1) The Phang Thak of Bhutan
2) The Zig-Zag of Phang Thak in Arunachal Pradesh
The warp is led on a zig-zag course between these extra beams, so the familiar triangular leading of the Bhutan Loom gets lost. Even the wooden components of the loom stay the same! You may find this kind of warp leading in Arunachal Pradesh. These extra beams don't just effect the aesthetic of the Phang Thak but the tension of the warp.
This bears a lot of options of further modifications, mainly focused on manipulating the tension of your loom for different textiles!
3) The Gorontalo Loom of Sulawesi
The warp of a Gorontalo Loom on Sulawesi is L-shaped. For this we take off the zig-zag and lead the circular warp once up and down between the stilts. Already this one extra beam (4 beams) has an effect on the warp tension, comparing to the three beams of the original Phang Thak (3 beams). So you may imagine the strong effect of the Zig-Zag version! Of course, for a go with the Gorontalo Loom you need a long warp of about 4 m or more!
4) The Kanekes Stilt Loom on Java
As you may observe, all these three ethnical looms are done with one and the same pair of bamboo stilts. In another session we simulated with these stilts even a stilt loom of the Kanekes people in West-Java.
The exposed warp
All these looms, except the Kanekes Loom, prefer to expose the warp in its whole length unrolled for certain purpose. The extra beams needed for this support the tension management of such exposed warps. That's where the long stilts gets reasonable for. The Kanekes use a rolled-up flat warp instead of one of these exposing circular warps. Here we can't observe any special shaping of the warp leading. The height of this stilts may have lost their reason for further tensioning. The flexible fixation on their upper end spends another reason of their use.
Warping a cultural space
On top the characteristic shape of the stilts including warp board forms the basic element of a stilt house. All of these stilt models are aware of the representation of their cultural loom, not just the garment. What means, "the stage gets part of the loom!"

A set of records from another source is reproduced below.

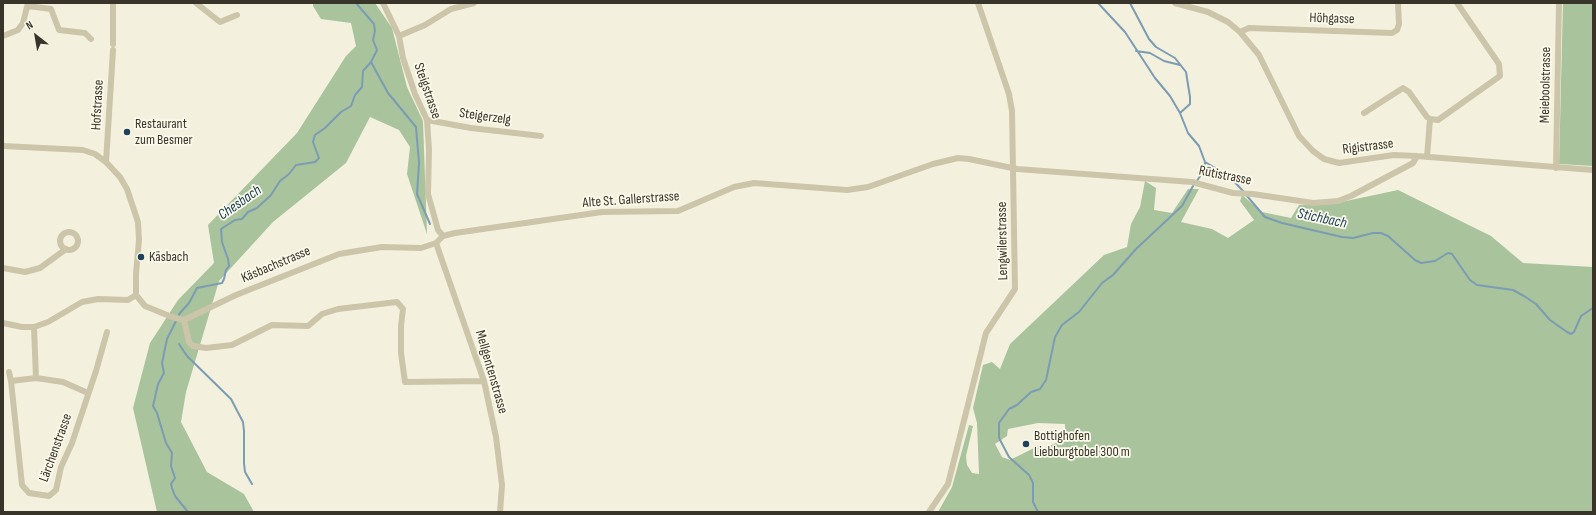 <!DOCTYPE html>
<meta charset="utf-8">
<style>
body{margin:0}
#map{position:relative;width:1596px;height:515px;overflow:hidden;background:#f3f1de;font-family:"Sofia Sans Condensed",sans-serif}
canvas{display:block}
.frame{position:absolute;inset:0;border:4px solid #393429;pointer-events:none}
.north{position:absolute;left:16px;top:16px;width:40px;height:40px;-webkit-text-stroke:3px #fbf9ea;paint-order:stroke;rotate:329deg;font-size:11px;font-weight:700;line-height:16px;text-align:center;color:#393429}
.north::after{content:'';display:block;margin:auto;width:14px;height:18px;background:#393429;clip-path:polygon(50% 0,100% 100%,50% 72%,0 100%)}
</style>
<div id="map">
<canvas width="1596" height="515"></canvas>
<div class="frame"></div>
<div class="north">N</div>
</div>
<script>
const g = document.querySelector('canvas').getContext('2d');
g.lineJoin = 'round';
function fill(path, color) {
  g.fillStyle = color;
  g.fill(path, 'evenodd');
}
function poly(rows) {
  const path = new Path2D();
  for (const r of rows) {
    if (r.length === 3) {
      path.moveTo(r[0] + r[2], r[1]);
      path.arc(r[0], r[1], r[2], 0, 2 * Math.PI);
      continue;
    }
    path.moveTo(r[0], r[1]);
    for (let i = 2; i < r.length; i += 2) path.lineTo(r[i], r[i + 1]);
  }
  return path;
}
function strokePath(path, color, width, dash) {
  g.strokeStyle = color;
  g.lineWidth = width;
  g.lineCap = dash ? 'butt' : 'round';
  g.setLineDash(dash || []);
  g.stroke(path);
}
function drawText(font, color, halo, rows, align = 'center') {
  g.font = font + ' "Sofia Sans Condensed",sans-serif';
  g.lineWidth = 3.5;
  g.setLineDash([]);
  g.textBaseline = 'middle';
  g.strokeStyle = halo;
  g.fillStyle = color;
  for (const [text, x, y, turn = 0] of rows) {
    g.save();
    g.translate(x, y);
    g.rotate((+turn || 0) * Math.PI / 180);
    g.textAlign = isNaN(turn) ? turn : align;
    if (halo) g.strokeText(text, 0, 0);
    g.fillText(text, 0, 0);
    g.restore();
  }
}
const green = poly([
 [313,3,375,3,392,28,407,87,423,121,427,234,407,174,410,147,399,130,370,117,346,163,273,222,219,281,186,392,181,422,207,472,244,494,254,512,157,512,133,408,150,343,178,300,214,263,208,225,297,133,346,56,356,46,351,23,321,19,313,6],
 [1563,3,1593,3,1593,166,1559,164],
 [1145,181,1156,188,1154,210,1172,213,1188,189,1199,189,1181,222,1212,229,1228,238,1254,220,1240,201,1242,195,1262,212,1291,218,1299,205,1332,204,1398,190,1491,236,1523,263,1593,267,1593,512,938,512,952,487,969,425,973,426,966,456,967,465,972,473,979,474,977,423,973,408,983,365,992,362,1000,369,1010,344,1104,255,1127,247,1131,224,1140,207],
 [1038,423,1065,424,1065,439,1042,449,1040,445,1010,460,1002,457,995,444,1007,436,1008,429]
]);
const stream = poly([
 [1098,3,1125,32,1155,78,1170,96,1180,113,1188,133,1199,146,1205,162,1229,176,1243,191],
 [1130,3,1149,39,1156,47,1175,58,1186,72,1190,97,1190,104,1180,113],
 [1136,51,1150,53,1164,61,1180,65],
 [371,62,388,93,416,127,419,163,417,194,430,224],
 [1247,196,1265,217,1282,223,1342,237,1353,238,1373,233,1381,233,1388,236,1415,260,1421,263,1435,261,1448,253,1452,254,1470,280,1477,285,1513,290,1524,296,1536,304,1550,320,1567,332,1571,334,1574,332,1581,316,1593,308],
 [179,344,187,356,231,399,243,422,244,431,244,463,245,472,252,484],
 [188,512,175,496,172,488,171,484,175,478,171,466,172,453,166,443,157,413,153,406,158,384,164,373,162,363,167,339,180,313,189,303,197,288,222,283,224,279,226,270,229,266,228,259,222,242,221,229,235,220,242,219,248,212,257,208,271,195,280,181,289,174,296,165,315,162,319,158,313,142,315,135,325,128,341,112,351,106,355,95,362,87,363,71,371,62,377,50,373,40,375,31,374,24,356,3],
 [1038,512,1033,502,1033,483,1029,475,1009,457,999,438,999,423,1009,409,1017,405,1031,392,1040,389,1046,380,1055,337,1062,325,1079,312,1102,283,1113,275,1136,249,1182,206,1193,186,1204,171,1205,162]
]);
const minor = poly([
 [196,3,220,22,237,15],
 [383,3,399,36,403,58,415,94,427,120,429,150,428,194,438,230,443,236],
 [1175,3,1208,12,1228,22,1240,32,1259,55,1299,136,1313,151,1324,159,1339,163,1394,155,1417,156,1593,170],
 [28,6,51,9,59,30,85,33,91,39],
 [1240,32,1249,28,1392,33,1397,30,1399,24,1398,3],
 [3,36,18,30,23,23,28,3],
 [399,36,425,25,451,9,474,3],
 [113,44,113,3],
 [1364,113,1403,88,1409,92,1427,117,1430,119,1438,120,1500,76,1499,64,1457,3],
 [427,120,471,128,541,136],
 [3,146,83,150,95,154,106,162,120,177,127,189,138,222,139,240,136,274,136,295],
 [1427,157,1430,119],
 [106,162,113,50],
 [1556,168,1559,3],
 [69,241,9],
 [436,243,484,381,496,437,502,485,500,512],
 [3,268,25,272,40,268,66,249],
 [136,295,145,306,172,317,184,320,236,295,339,254,382,247,421,248,436,243,443,236,455,233,602,212,678,211,734,187,754,183,847,190,868,187,933,164,958,158,969,159,1017,169,1192,182,1233,193,1253,194,1313,203,1338,201,1351,196,1413,163,1417,156],
 [184,320,189,342,193,346,206,348,232,345,272,325,308,326,322,314,338,309,397,302,403,309,401,326,401,353,405,382,484,381],
 [3,323,22,327,34,327,48,322,82,302,98,299,128,300,136,295],
 [34,327,36,378,11,381,22,485,29,493,49,496,56,490,61,467,72,443,96,371,107,332],
 [9,372,11,381],
 [36,378,63,382,88,393],
 [929,512,948,484,986,333,1015,289,1012,111,1009,94,978,3]
]);
const markers = [
 [127,132,4,"#1d425c"],
 [141,257,4,"#1d425c"],
 [1026,444,4,"#1d425c"]
];
const streetNames = [
 ["Höhgasse",1332,19,2],
 ["Meieboolstrasse",1546,85,-89],
 ["Steigstrasse",427,91,71],
 ["Hofstrasse",98,105,-87],
 ["Steigerzelg",485,117,8],
 ["Rigistrasse",1368,147,-7],
 ["Rütistrasse",1225,176,11],
 ["Alte St. Gallerstrasse",631,200,-4],
 ["Lengwilerstrasse",1003,241,-91],
 ["Käsbachstrasse",276,265,-23],
 ["Mellgentenstrasse",491,372,74],
 ["Lärchenstrasse",56,448,-70]
];
const poiNames = [
 ["Restaurant",135,124],
 ["zum Besmer",135,140],
 ["Käsbach",149,257],
 ["Bottighofen",1034,436],
 ["Liebburgtobel 300 m",1034,452]
];
const waterNames = [
 ["Chesbach",240,203,-35],
 ["Stichbach",1322,219,12]
];
fill(green, '#a9c39d');
strokePath(stream, '#7b9cb2', 2);
strokePath(minor, '#ccc5a9', 6);
for (const [x, y, r, color] of markers) {
  const dot = new Path2D();
  dot.arc(x, y, r, 0, 2 * Math.PI);
  g.fillStyle = color;
  g.fill(dot);
  strokePath(dot, '#fbf9ea', 1.5);
}
drawText('14px', '#393429', '#fbf9ea', streetNames);
drawText('14px', '#393429', '#fbf9ea', poiNames, 'left');
drawText('italic 15px', '#1d425c', '#fbf9ea', waterNames);
</script>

An early exchange of Austro-asiatic & Austronesian culture
We are working on a theory, if there isn't a historical connection between most of this high stilt looms. Balinese people keep going on, that the inner circle of their people came down from the Himalaya, even there is not much proof! In the Majapahit-era there was a strong maritime trading connection between Northeast-India and Nusantara (Indonesia), most of Balinese connection to this region may result from that era. In this time the stilt looms may have been imported from Northeast-India to Indonesia. In this case the Balinese must have lost their high stilt looms meanwhile. But it seems Austro-asiatic people have reached the region overland before Austronesian people reached West Indonesia. That means, high stilt loom types may have been spread from Northeast-India all over the Southeast Asian mainland (Suvarnabhumi) downwards to the island world (Suvarnadvipa).
Built-in Stilts of Karen People
Another proof for this theory may be the built-in stilts, Karen people in Myanmar/Thailand like to use. These stilts are not a part of their loom, but you can observe constructions of bamboo stilts like this inside of their weaving huts. This means, the transfer between verandah looms and stilt looms may get visible here. So verandah looms may not be a part of the stake looms, but the group of stilt looms!